Coenraad Breytenbach

Personal information
- Born: 10 November 1970 (age 55) Middelburg, Mpumalanga, South Africa

Playing information

Rugby union
- Position: Centre, scrum-half
Club
| Years | Team | Pld | T | G | FG | P |
|  | Blue Bulls |  |  |  |  |  |
| 1996–98 | Northern Transvaal Bulls |  |  |  |  |  |
|  | Total | 0 | 0 | 0 | 0 | 0 |
Representative
| Years | Team | Pld | T | G | FG | P |
| 2002 | Russia | 2 | 0 | 0 | 0 | 0 |

Rugby league
- Position: Five-eighth
Representative
| Years | Team | Pld | T | G | FG | P |
| 2000 | South Africa | 1 | 1 | 0 | 0 | 4 |
- Source:

= Coenraad Breytenbach =

South Africa rugby player

Coenraad Lodewyk Breytenbach (born 10 November 1970) is a South African former rugby union and rugby league footballer who played in the 1990s and 2000s. He represented South Africa at rugby league in the 2000 Rugby League World Cup and Russia in rugby union.

==Background==
He was born in Middelburg, South Africa.

==Playing career==
Breytenbach played rugby union for the Northern Transvaal Blue Bulls and was tipped to eventually play for the South Africa (RU).
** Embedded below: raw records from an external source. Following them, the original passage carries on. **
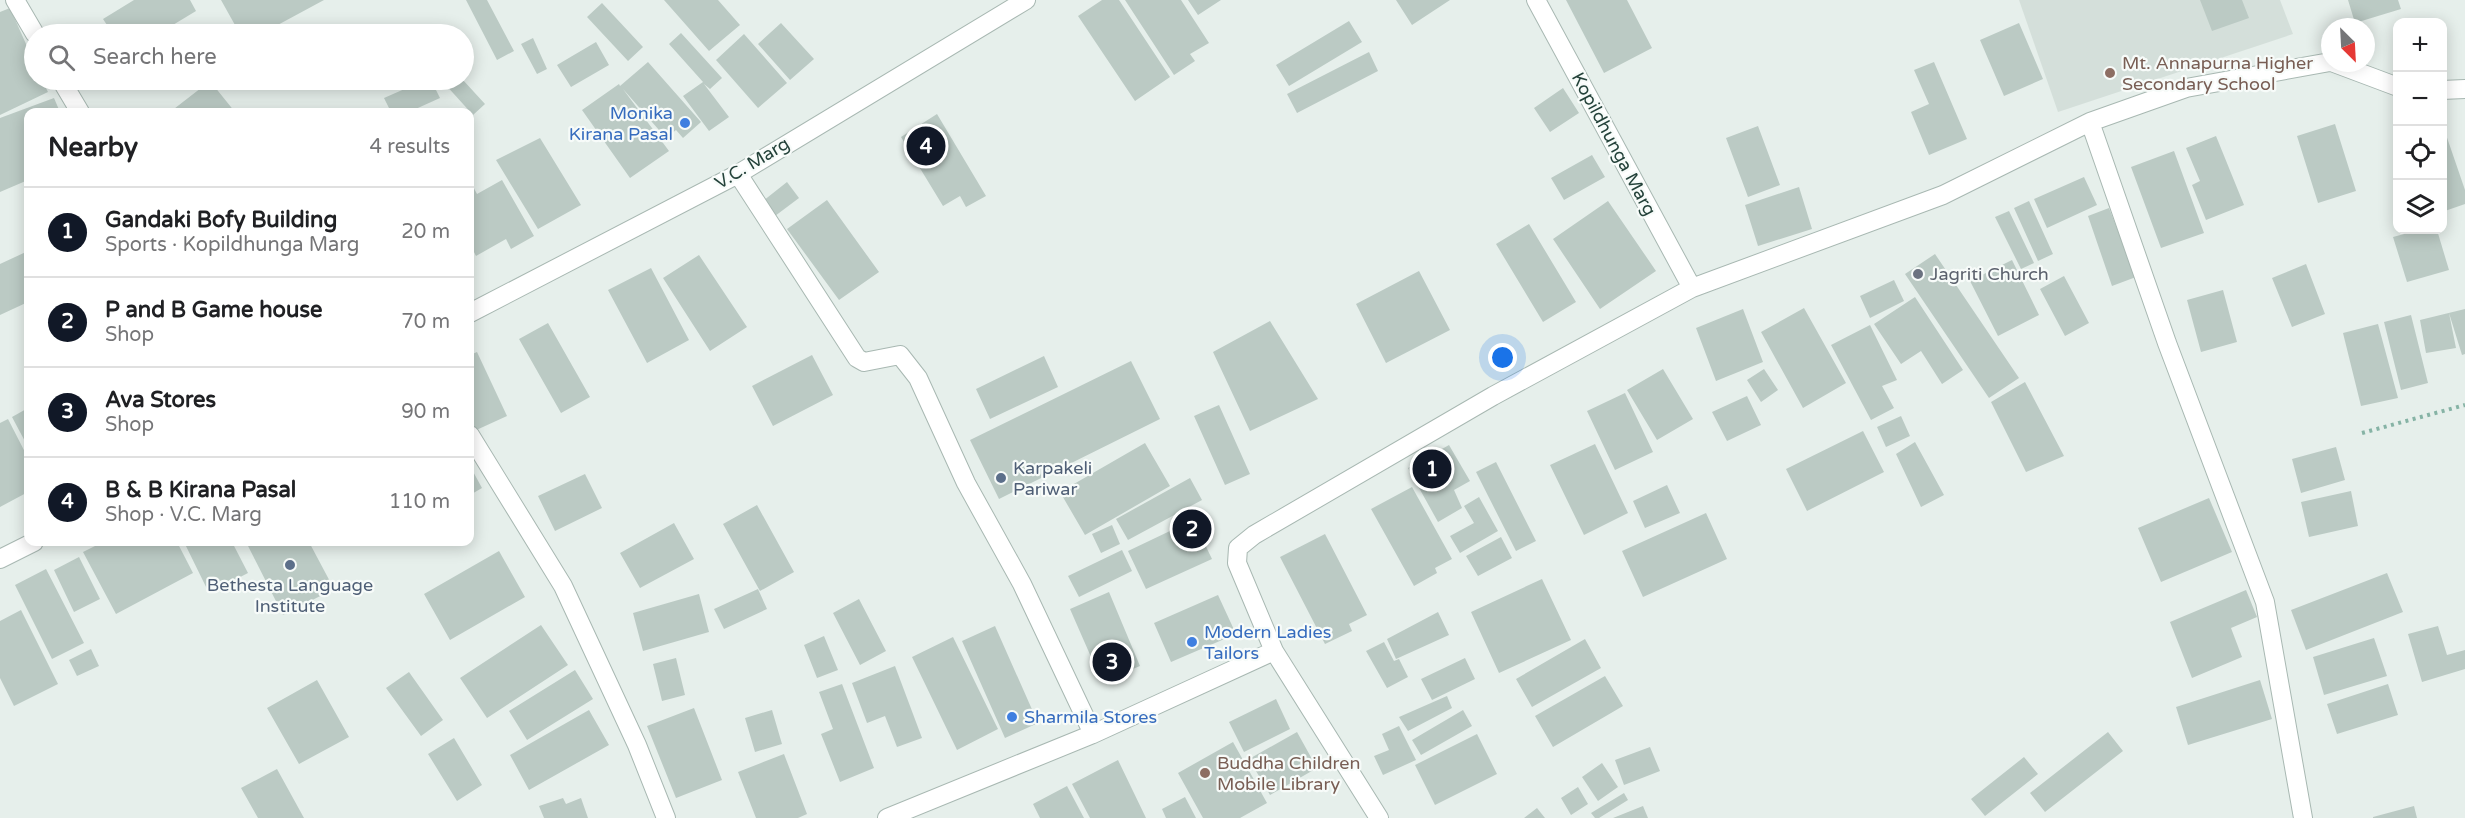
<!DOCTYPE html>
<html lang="en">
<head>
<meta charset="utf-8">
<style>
  :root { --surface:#fff; --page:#f6f6f6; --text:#202124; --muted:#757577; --line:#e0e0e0; --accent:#111827 }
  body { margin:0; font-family:"Varela Round",sans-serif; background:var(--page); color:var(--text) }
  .controls { position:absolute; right:18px; top:18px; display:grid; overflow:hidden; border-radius:12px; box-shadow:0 3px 15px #0003 }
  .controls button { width:54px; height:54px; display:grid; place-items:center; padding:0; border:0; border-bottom:2px solid var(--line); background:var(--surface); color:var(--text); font:30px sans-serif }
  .compass { position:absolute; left:2321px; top:18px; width:54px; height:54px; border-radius:50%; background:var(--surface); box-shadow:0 3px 15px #0003; rotate:156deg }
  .you { position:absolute; left:1503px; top:358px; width:21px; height:21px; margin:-15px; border:4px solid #fff; border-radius:50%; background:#1a73e8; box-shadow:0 0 0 9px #1a73e833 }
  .badge { display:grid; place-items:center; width:39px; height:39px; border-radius:50%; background:var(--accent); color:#fff; font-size:20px; font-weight:700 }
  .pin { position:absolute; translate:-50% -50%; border:3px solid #fff; box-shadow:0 2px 6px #0006 }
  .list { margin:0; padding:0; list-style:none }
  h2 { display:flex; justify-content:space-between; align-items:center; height:78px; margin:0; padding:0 24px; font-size:26px }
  h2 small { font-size:20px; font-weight:400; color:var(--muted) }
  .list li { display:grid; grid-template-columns:39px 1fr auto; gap:18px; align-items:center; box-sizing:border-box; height:90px; padding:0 24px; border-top:2px solid var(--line) }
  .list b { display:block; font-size:22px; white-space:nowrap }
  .list p { margin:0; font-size:20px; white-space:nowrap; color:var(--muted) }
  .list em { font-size:20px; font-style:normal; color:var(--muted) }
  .icon { flex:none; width:33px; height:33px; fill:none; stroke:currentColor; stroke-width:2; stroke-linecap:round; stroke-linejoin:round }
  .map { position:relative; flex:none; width:2465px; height:818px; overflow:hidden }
  .search { position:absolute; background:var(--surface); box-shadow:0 3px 15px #0003; left:24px; top:24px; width:450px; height:66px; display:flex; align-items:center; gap:15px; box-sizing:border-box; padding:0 21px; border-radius:33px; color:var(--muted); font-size:22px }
  .panel { position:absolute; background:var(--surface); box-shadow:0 3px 15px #0003; left:24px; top:108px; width:450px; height:438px; border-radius:12px }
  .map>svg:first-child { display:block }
  .built { fill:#d4dfda }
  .building { fill:#bbcac4 }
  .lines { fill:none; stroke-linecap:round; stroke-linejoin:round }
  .minor-casing { stroke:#a8b8b2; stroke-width:20 }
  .path { stroke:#86b3a5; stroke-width:4; stroke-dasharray:3 4.5; stroke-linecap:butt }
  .minor { stroke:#fff; stroke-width:18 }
  .education-dot { fill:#8d6e63; stroke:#f7fbf9; stroke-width:2 }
  .shop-dot { fill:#3f7fe0; stroke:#f7fbf9; stroke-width:2 }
  .worship-dot { fill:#6b7280; stroke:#f7fbf9; stroke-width:2 }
  .service-dot { fill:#5c6f8a; stroke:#f7fbf9; stroke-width:2 }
  .labels { text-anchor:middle; stroke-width:4.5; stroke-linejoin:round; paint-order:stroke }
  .education-label { font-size:18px; fill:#785e54; stroke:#f7fbf9; text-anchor:start }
  .shop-label { font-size:18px; fill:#366cbe; stroke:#f7fbf9; text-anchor:start }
  .street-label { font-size:18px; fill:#24423a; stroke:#f7fbf9 }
  .worship-label { font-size:18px; fill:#5b616d; stroke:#f7fbf9; text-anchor:start }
  .service-label { font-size:18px; fill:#4e5e75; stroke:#f7fbf9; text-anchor:start }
</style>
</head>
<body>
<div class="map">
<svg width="2465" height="818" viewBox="0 0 2465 818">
  <rect width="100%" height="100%" fill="#e6efeb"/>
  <path class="built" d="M2019 0H2280L2293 34 2058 112Z"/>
  <path class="building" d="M134 0H190L196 11 158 34H113L103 19Z
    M221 0H324L261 34H240Z
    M466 0H487L514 51 497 60Z
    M664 0H718L740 25 709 51Z
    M1102 0H1119L1170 77 1135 101 1078 16Z
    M1125 0H1181L1209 43 1190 54 1195 61 1174 75Z
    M1188 0H1221L1198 15Z
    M1396 0H1450L1412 25Z
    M1566 0H1627L1652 48 1604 73Z
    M2200 0H2242L2249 18 2212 31Z
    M2348 0H2398L2401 9 2355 23Z
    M602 3 643 47 628 61 587 17Z
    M10 8 34 62V80H42L48 92 0 115V12Z
    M1349 21 1362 42 1289 86 1276 65Z
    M781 23 814 59 790 80 758 44Z
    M2019 23 2043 79 2004 96 1980 40Z
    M681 33 722 78 710 89 704 84 729 117 709 131 683 96 703 82 669 44Z
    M744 34 787 83 758 108 716 60Z
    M533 38 547 69 537 74 521 44Z
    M596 42 609 65 571 87 557 65Z
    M1369 52 1378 71 1297 113 1287 94Z
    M648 62 701 122 683 138 676 130 666 138 623 89 669 151 630 178 582 110 619 84 620 86Z
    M1934 62 1967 139 1929 155 1911 112 1929 104 1914 70Z
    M425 80H431L440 98 409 112H391L384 98Z
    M448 80H463L485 104 473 115 444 83Z
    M210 81 235 112H170Z
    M1563 88 1579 113 1550 132 1534 108Z
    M54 98 60 112H28V180L0 192V118Z
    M937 114 986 196 966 207 960 196 943 206 901 137Z
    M2442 123 2465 190V204L2442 212Z
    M2335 124 2356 191 2318 203 2297 136Z
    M1758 126 1780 185 1748 197 1726 138Z
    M2216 136 2244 205 2206 220 2192 185 2200 181 2186 148Z
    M540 138 581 205 538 229 496 160Z
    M2174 151 2204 233 2161 248 2131 167Z
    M1592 155 1605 177 1564 200 1551 178Z
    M2084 177 2097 205 2047 228 2034 199Z
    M502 180 534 236 511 249 506 239 476 256 470 244V181L477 194Z
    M787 182 799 198 775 216 763 201Z
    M1799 187 1812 229 1758 246 1745 205Z
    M827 200 879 272 839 300 787 229Z
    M1608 201 1656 271 1600 309 1553 239Z
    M2029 201 2053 254 2038 261 2014 208Z
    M2109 208 2136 277 2112 286 2088 216Z
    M2009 211 2034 263 2021 269 1995 217Z
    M1529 224 1576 302 1543 322 1496 244Z
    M2419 230H2437L2449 270 2407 282 2393 237Z
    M28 251V302L0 315V264Z
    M1935 254 2019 378 1989 398 1905 274Z
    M699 255 747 327 710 351 663 278Z
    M2012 260 2039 315 1998 336 1970 281Z
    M2306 264 2325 314 2292 327 2272 278Z
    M651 268 689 340 647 363 608 290Z
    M1419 271 1450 330 1386 363 1356 304Z
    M2064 276 2089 323 2065 336 2040 289Z
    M1894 280 1904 301 1870 318 1860 296Z
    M2223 290 2237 342 2201 352 2187 300Z
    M1915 297 1963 370 1942 384 1921 351 1901 364 1874 324Z
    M1804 308 1846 383 1803 408 1761 332Z
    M1743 309 1763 362 1716 381 1696 328Z
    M2465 309V354L2462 355 2449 313 2456 348 2426 353 2420 320Z
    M2411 315 2428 383 2401 390 2384 322Z
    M1270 321 1318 399 1250 431 1213 352Z
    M548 323 590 397 561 413 519 339Z
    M2378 324 2398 398 2361 406 2343 333Z
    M1870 325 1897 380 1882 386 1894 408 1871 420 1831 345Z
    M477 352 507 416 472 432 470 355Z
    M812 355 833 395 773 426 752 386Z
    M1044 356 1058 387 990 419 976 389Z
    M1131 361 1160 419 999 499 970 440Z
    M1663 369 1693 419 1657 440 1627 390Z
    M1764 369 1778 390 1761 402 1747 380Z
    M2025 382 2064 456 2026 472 1991 402Z
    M1625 393 1653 452 1615 470 1587 411Z
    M1747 396 1761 425 1727 441 1712 412Z
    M1219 405 1250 474 1225 485 1194 416Z
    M28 408V447L12 417Z
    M1901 416 1910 436 1886 447 1877 427Z
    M8 419 28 458V492L0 507V423Z
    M1863 431 1884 472 1807 511 1786 469Z
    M1915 442 1944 495 1921 507 1896 454Z
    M1145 443 1170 486 1085 535 1060 492Z
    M1595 444 1628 513 1584 535 1550 465Z
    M1449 445 1470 481 1454 490 1462 508 1438 522 1408 468Z
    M2336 447 2345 480 2301 493 2292 459Z
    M1496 462 1536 541 1516 551 1476 472Z
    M470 466 482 488 470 495Z
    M585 474 602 508 555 531 538 496Z
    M1190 478 1202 500 1128 540 1116 519Z
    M1667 485 1680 513 1645 528 1633 501Z
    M1412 487 1452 559 1435 568 1437 573 1414 586 1371 509Z
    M2351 491 2358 526 2309 537 2301 502Z
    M1479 497 1498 531 1460 553 1450 536 1474 523 1464 506Z
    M2209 498 2232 552 2161 582 2138 528Z
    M757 505 794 572 760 591 723 524Z
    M1706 513 1727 559 1643 597 1622 551Z
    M1193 520 1212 559 1146 589 1128 551Z
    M674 523 694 559 640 588 620 553Z
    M1112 525 1120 544 1101 553 1092 534Z
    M1325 534 1367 615 1349 624 1352 631 1325 644 1280 557Z
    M1501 537 1512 558 1478 576 1466 556Z
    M103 542H177L193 573 116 614 83 552Z
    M184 542H232L248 573 209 593Z
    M246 542H309L334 589 283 615Z
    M1122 550 1132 571 1079 597 1068 576Z
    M499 551 525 597 450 640 424 594Z
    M79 557 100 599 74 612 54 570Z
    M46 569 84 643 52 659 15 585Z
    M2387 573 2403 612 2306 650 2291 610Z
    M1542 579 1571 640 1499 673 1471 612Z
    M758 589 767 609 724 629 714 609Z
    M2246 590 2257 617 2231 628 2242 657 2192 678 2170 622Z
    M1109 592 1140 666 1102 682 1070 609Z
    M699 594 709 632 643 651 633 613Z
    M1218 595 1236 634 1171 662 1154 623Z
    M859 599 886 651 860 665 833 613Z
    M21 610 58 684 14 706 0 678V621Z
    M1438 612 1449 635 1396 659 1387 639Z
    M541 625 568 665 487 718 460 678Z
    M995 626 1038 723 1005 738 962 641Z
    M2438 626 2447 655 2465 650V669L2422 682 2408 634Z
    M824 636 838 670 817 678 804 645Z
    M953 637 998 729 957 750 912 657Z
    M2374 638 2387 676 2324 695 2313 657Z
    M1585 639 1601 668 1532 707 1516 679Z
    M1384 642 1394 661 1399 659 1408 677 1387 688 1366 651Z
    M91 649 99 666 77 676 69 660Z
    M676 658 685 695 662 701 653 664Z
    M1465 658 1475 679 1432 700 1421 679Z
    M895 666 922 738 897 747 885 716 867 723 852 683Z
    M575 670 593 699 527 740 509 711Z
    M409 672 443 720 421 736 386 688Z
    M1605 676 1623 706 1553 747 1535 716Z
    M317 680 349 737 299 764 267 708Z
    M2260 680 2272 719 2188 745 2176 707Z
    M842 684 874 768 840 782 821 734 833 729 819 692Z
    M2388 684 2398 715 2337 734 2327 704Z
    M1447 696 1452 708 1408 731 1399 717Z
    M1276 699 1290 729 1244 752 1229 722Z
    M694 708 722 780 676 798 647 726Z
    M589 710 609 745 529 790 510 755Z
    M772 710 782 744 755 752 745 718Z
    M1463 710 1472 726 1421 755 1412 740Z
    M1399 726 1416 760 1383 775 1374 756 1389 750 1382 734Z
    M1297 732 1317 768 1270 795 1249 759Z
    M2108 732 2123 751 2045 812 2030 793Z
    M1477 734 1497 774 1435 805 1415 765Z
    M454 738 482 785 457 801 428 754Z
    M1233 742 1267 803 1240 818H1203L1178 773Z
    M1650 747 1660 771 1624 785 1615 760Z
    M784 754 807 814 798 818H756L738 772Z
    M2024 757 2038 774 1985 816 1971 799Z
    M1118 760 1146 818H1090L1072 784Z
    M1602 763 1618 787 1598 801 1582 777Z
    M277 769 304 818H258L241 788Z
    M1067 786 1084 818H1040L1033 804Z
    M1578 787 1588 804 1571 815 1561 798Z
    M1624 793 1628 800 1599 818H1595L1591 813Z
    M1185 797 1196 818H1166L1162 809Z
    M563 798 566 804 581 798 588 818H544L539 806Z
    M1643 806 1648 818H1613Z
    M2414 806 2417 818H2373V817Z
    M1537 808 1545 818H1524Z"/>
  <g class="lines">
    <defs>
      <path id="minor" d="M15 0 35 34
        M1536 0 1692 288
        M2334 63 2398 87
        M61 80 80 112
        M2442 90 2465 89
        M2090 122 2167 343 2265 602 2303 818
        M738 174 857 358 864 362 900 355 918 378 966 483 1022 584 1093 734
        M470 313 738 174 1026 0
        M470 435 563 586 637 745 666 818
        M0 559 34 542
        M887 818 1093 734 1274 651
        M1379 818 1274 651 1237 563 1238 548 1254 535 1493 396 1692 288 1943 195 2090 122 2186 88 2330 62"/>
    </defs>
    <use href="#minor" class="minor-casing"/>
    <path class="path" d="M2362 433 2465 405"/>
    <use href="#minor" class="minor"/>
  </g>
  <g class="education-dot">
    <circle cx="2110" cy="73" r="6"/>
    <circle cx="1205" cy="773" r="6"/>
  </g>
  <g class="shop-dot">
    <circle cx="685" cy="123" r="6"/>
    <circle cx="1192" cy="642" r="6"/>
    <circle cx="1012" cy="717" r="6"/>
  </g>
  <circle class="worship-dot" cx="1918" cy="274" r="6"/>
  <g class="service-dot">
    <circle cx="1001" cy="478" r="6"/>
    <circle cx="290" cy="565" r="6"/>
  </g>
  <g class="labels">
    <g class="education-label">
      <text x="2122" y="69">Mt. Annapurna Higher<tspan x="2122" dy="21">Secondary School</tspan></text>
      <text x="1217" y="769">Buddha Children<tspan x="1217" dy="21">Mobile Library</tspan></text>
    </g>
    <g class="shop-label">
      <text x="673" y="119" text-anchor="end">Monika<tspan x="673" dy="21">Kirana Pasal</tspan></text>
      <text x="1204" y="638">Modern Ladies<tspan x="1204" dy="21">Tailors</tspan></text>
      <text x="1024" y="723">Sharmila Stores</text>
    </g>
    <g class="street-label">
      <text transform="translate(1614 144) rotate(62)" y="6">Kopildhunga Marg</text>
      <text transform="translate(752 163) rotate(-31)" y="6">V.C. Marg</text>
    </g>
    <g class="worship-label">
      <text x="1930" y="280">Jagriti Church</text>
    </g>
    <g class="service-label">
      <text x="1013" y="474">Karpakeli<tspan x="1013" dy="21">Pariwar</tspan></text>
      <text x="290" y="591" text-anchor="middle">Bethesta Language<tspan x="290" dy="21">Institute</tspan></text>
    </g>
  </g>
</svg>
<div class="controls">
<button>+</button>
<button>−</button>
<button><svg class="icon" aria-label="locate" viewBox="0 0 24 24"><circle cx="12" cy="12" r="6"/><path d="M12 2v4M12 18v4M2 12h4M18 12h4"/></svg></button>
<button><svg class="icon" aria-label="layers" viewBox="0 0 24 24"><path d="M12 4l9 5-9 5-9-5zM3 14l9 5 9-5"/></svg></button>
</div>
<svg class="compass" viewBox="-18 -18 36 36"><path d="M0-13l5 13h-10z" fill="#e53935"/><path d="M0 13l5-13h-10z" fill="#757577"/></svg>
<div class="you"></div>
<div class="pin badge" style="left:1432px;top:469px">1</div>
<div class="pin badge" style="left:1192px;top:529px">2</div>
<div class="pin badge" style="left:1112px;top:662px">3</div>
<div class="pin badge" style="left:926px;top:146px">4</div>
<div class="search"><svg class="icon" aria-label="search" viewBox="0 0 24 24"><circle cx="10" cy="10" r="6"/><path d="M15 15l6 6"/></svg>Search here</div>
<section class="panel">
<h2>Nearby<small>4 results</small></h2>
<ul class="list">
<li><span class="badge">1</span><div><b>Gandaki Bofy Building</b><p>Sports · Kopildhunga Marg</p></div><em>20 m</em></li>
<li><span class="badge">2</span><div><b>P and B Game house</b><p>Shop</p></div><em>70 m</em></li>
<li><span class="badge">3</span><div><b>Ava Stores</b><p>Shop</p></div><em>90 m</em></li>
<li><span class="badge">4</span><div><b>B &amp; B Kirana Pasal</b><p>Shop · V.C. Marg</p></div><em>110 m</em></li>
</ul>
</section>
</div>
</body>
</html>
Between 1996 and 1998 Breytenbach played for the Northern Transvaal Bulls in the Super 12 competition.

In 2000, Breytenbach was part of the South African squad at the Rugby League World Cup. He played in one match at five eighth, scoring a try against Tonga.

In 2001 Breytenbach played for the Blue Bulls in the Currie Cup.

In 2002 he played in a European Nations Cup match for Russia (RU) against Georgia along with two other South African born players, sparking a protest from Georgia.